Erwin Schrodinger disapproved of orthodox Quantum Theory as it was applied to Electron orbits. As I said yesterday, he felt the behavior of the negative charge surrounding an atom was much more accurately described as standing waves vibrating around an atom at different frequencies.
What Schrodinger especially detested, was the idea of Quantum Jumps– the idea that something completely outside Space and Time was going on inside an atom. “Simply nonsense,” he once said of the idea of Quantum Leaps.
“The aim of atomic research is to fit our empirical knowledge concerning it into our other thinking,” Walter Moore quotes Schrodinger as saying in his biography, Schrodinger: Life And Thought. If our atomic theory cannot be fitted into Space and Time, then “it fails in its whole aim and one does not know what purpose it really serves.”

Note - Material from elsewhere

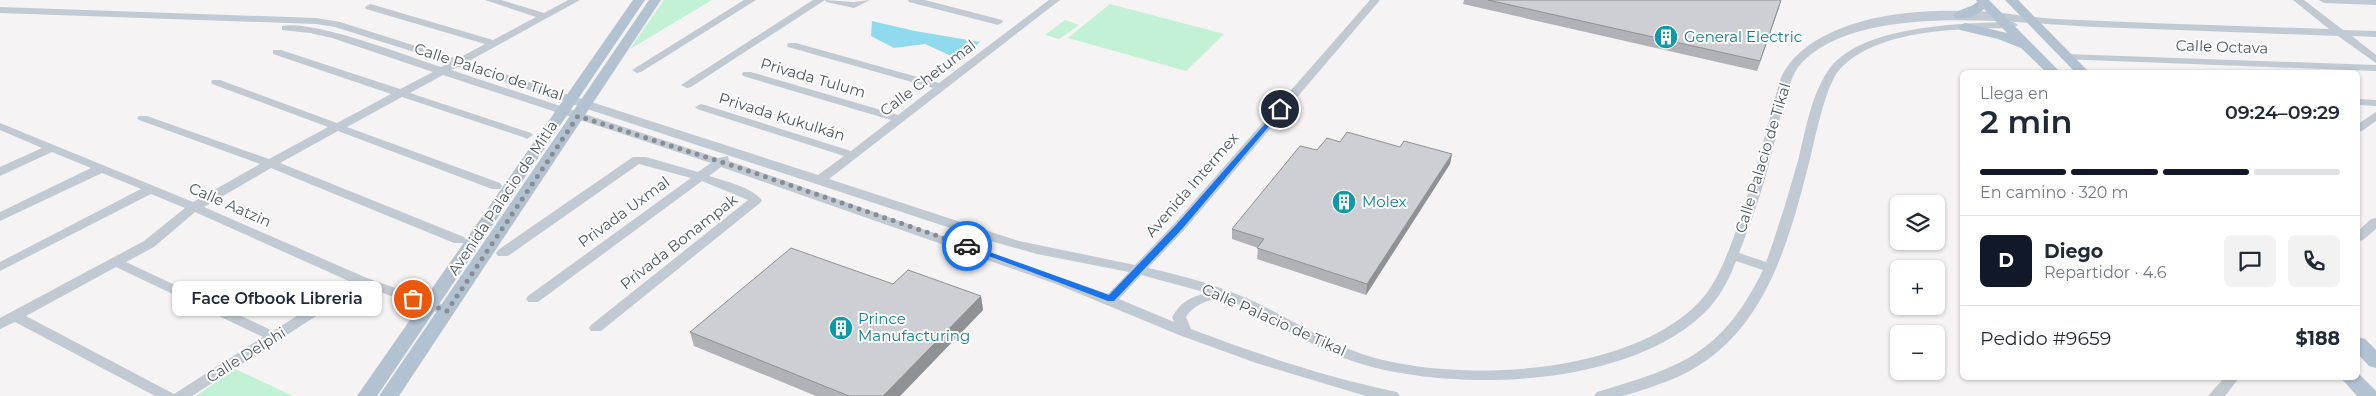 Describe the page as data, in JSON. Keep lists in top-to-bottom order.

Schrodinger felt that atomic theory’s willingness to toss aside such fundamental mental constructs such as Space and Time was “equivalent to a complete surrender.” He believed that we humans could only understand our world in terms of Time and Space, and “what we cannot comprehend without [them], we cannot comprehend at all.”

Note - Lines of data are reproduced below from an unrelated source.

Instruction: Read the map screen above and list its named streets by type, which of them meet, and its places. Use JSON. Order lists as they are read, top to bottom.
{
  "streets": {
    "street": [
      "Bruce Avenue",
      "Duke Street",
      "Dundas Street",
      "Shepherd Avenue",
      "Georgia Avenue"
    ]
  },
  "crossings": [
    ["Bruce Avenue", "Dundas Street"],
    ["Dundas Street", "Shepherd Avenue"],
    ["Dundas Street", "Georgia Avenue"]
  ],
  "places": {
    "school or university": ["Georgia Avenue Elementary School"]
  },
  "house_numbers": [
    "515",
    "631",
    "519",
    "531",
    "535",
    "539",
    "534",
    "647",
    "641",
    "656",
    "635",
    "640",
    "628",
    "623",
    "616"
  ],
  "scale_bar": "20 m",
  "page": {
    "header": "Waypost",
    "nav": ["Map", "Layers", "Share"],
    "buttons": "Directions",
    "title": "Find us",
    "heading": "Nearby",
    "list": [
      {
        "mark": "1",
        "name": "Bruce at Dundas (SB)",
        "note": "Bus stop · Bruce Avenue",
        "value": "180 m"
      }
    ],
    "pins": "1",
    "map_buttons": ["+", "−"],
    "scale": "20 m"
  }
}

This belief led Schrodinger into some cognitive dissonance during his lifetime.
During the first part of his life, under the strong influence of Franz Exner, Schrodinger was quite willing to believe that determinism broke down at the atomic level, that Nature’s laws only applied statistically in the realm of the very, very small. He felt that individual atomic events are actually random and can disobey what we perceive as Laws Of Nature at any particular instant. It is only when an enormous number of atomic events are taken together that statistically consistent outcomes occur which we know at the macro-molecular level as Natural Laws.
For example, the Law Of The Conservation Of Energy holds for the entire Universe, and in every event observable by the human eye. Nevertheless thought the younger Schrodinger, at the atomic level, it is quite possible that Energy need NOT be conserved in each particular event.
As he wrote Wolfgang Pauli in 1922: “Can the Conservation Of Energy-Momentum not be merely a macroscopically valid average-relation of which atomic physics knows nothing?”
Schrodinger at this point in his life agreed with Exner and felt that “to postulate an absolute law of Nature behind the statistical one” […] “goes beyond the bounds of experience.” And concerning those events of which we have not experience, a good physicist will say nothing, since for a scientist, “what cannot be observed does not exist.”
Schrodinger was still thinking this way when he offered to explain to an audience why atoms are so small. The question, he said, could be put another way: Why are we so big? And the answer to this, he said, is that the Laws Of Nature are statistical and only apply consistently in large sample sizes. An organism which was too small for the statistical averages to work themselves to the forefront of outcomes would thus be subject to random fluctuations, and would therefore, quite literally, fall to pieces.
However, later in life, Schrodinger began to backtrack from the notion that Natural Laws breakdown in the Very Small. He began to think that even tiny events are not completely random and undetermined. “I no longer believe today that this conception (which I championed so enthusiastically four years ago) accomplished much,” he wrote not long after his change of heart.
Past and future, he came to believe, were equally real and valid. Antecedents, he said, are “the mirror image in Time” of their consequences.